No médio prazo, acrescenta a instituição, para os anos de 2025 a 2028 “mantém-se a perspetiva de excedentes orçamentais (0,4% do PIB no final do horizonte), mas de menor dimensão do que o projetado em abril em consequência do impacto das medidas entretanto aprovadas”.

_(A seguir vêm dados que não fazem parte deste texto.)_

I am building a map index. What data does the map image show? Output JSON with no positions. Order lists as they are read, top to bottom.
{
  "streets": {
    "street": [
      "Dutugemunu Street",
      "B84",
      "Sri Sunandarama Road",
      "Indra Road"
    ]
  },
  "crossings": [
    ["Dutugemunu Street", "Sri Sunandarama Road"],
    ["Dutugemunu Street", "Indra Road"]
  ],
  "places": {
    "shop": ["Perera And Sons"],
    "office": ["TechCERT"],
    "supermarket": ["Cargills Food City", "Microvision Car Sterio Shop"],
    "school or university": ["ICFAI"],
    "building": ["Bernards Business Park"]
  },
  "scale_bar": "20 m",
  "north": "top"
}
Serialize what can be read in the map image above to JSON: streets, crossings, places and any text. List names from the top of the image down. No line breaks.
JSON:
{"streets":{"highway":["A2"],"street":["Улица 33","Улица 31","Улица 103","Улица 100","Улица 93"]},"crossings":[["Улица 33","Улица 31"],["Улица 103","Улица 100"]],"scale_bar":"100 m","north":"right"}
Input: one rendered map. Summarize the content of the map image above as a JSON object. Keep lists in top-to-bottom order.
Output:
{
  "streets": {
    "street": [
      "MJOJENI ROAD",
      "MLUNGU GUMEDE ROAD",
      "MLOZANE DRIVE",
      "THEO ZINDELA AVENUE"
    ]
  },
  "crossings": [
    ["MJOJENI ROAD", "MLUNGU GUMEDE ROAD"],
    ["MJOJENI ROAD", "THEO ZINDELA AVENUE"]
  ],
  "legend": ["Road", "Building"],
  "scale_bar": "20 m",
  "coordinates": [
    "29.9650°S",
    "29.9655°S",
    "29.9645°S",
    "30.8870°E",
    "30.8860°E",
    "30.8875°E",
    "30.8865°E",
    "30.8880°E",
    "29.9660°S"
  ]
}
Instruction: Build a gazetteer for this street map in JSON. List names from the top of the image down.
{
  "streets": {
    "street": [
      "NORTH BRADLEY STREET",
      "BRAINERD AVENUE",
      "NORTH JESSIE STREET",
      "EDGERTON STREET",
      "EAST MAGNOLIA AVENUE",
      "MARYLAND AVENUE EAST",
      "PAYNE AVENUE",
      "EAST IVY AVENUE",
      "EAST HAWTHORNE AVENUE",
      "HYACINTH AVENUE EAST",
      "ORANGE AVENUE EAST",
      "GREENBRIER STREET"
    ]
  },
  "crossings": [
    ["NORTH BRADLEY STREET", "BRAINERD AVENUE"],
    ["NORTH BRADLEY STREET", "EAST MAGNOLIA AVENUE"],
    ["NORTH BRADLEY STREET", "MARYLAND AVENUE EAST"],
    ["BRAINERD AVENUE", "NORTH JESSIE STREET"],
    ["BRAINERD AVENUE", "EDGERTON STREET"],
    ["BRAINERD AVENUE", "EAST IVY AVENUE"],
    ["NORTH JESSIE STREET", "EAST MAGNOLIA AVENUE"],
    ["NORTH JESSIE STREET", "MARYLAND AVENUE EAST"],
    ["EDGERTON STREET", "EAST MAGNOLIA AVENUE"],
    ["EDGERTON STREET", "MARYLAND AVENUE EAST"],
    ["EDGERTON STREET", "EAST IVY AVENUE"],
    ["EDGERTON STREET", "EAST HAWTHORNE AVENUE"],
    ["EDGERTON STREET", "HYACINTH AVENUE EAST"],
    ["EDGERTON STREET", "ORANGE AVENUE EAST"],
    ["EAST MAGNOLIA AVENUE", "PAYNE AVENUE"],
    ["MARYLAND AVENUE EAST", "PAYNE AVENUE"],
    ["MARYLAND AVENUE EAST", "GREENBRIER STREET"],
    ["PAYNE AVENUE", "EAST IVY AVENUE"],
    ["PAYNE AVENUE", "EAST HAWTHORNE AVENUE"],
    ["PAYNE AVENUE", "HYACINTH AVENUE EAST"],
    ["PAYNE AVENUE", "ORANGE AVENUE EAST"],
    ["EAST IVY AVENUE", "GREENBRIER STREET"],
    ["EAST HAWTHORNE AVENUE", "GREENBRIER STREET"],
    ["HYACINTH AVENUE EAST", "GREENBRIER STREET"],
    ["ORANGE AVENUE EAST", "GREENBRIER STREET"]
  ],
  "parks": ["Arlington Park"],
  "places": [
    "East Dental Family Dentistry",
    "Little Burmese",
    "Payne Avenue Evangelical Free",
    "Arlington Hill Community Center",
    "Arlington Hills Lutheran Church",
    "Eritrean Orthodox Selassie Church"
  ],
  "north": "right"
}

No que toca à dívida pública, o CFP aponta para que se situe em 78,3% do PIB em 2028, o que representa um decréscimo de 20,8 p.p. do PIB face a 2023 e um ritmo de diminuição de 4,2 p.p. do PIB por ano, em média. Em abril, a instituição antecipava que o rácio de dívida pública se situasse em 80,1% em 2028. “Esta diferença fica a dever-se, em larga medida, a uma projeção superior no presente exercício para o crescimento do PIB no acumulado destes cinco anos”.

Já no que diz respeito à inflação, o CFP continua a prever uma desaceleração para 2,7% em 2024 e para 2,2% em 2025, e uma estabilização em torno de 2% a partir de 2027. “A desaceleração do crescimento dos preços será influenciada pela política monetária do BCE e pela diminuição das pressões inflacionistas associadas aos preços das matérias-primas energéticas e bens alimentares”, antevê a instituição.

No mercado de trabalho, a entidade chefiada por Nazaré da Costa Cabral prevê um maior ritmo de criação de emprego em 2024 (sendo a resiliência do mercado de trabalho um dos fatores que suportam o crescimento da economia), mas também antevê desafios. “As condicionantes demográficas deverão limitar o crescimento do emprego a médio prazo, projetando-se que tal resulte num crescimento nulo do emprego no final do horizonte de projeção. A taxa de desemprego deverá diminuir de 6,5% em 2024 para cerca de 6,0% em 2028”, diz o CFP.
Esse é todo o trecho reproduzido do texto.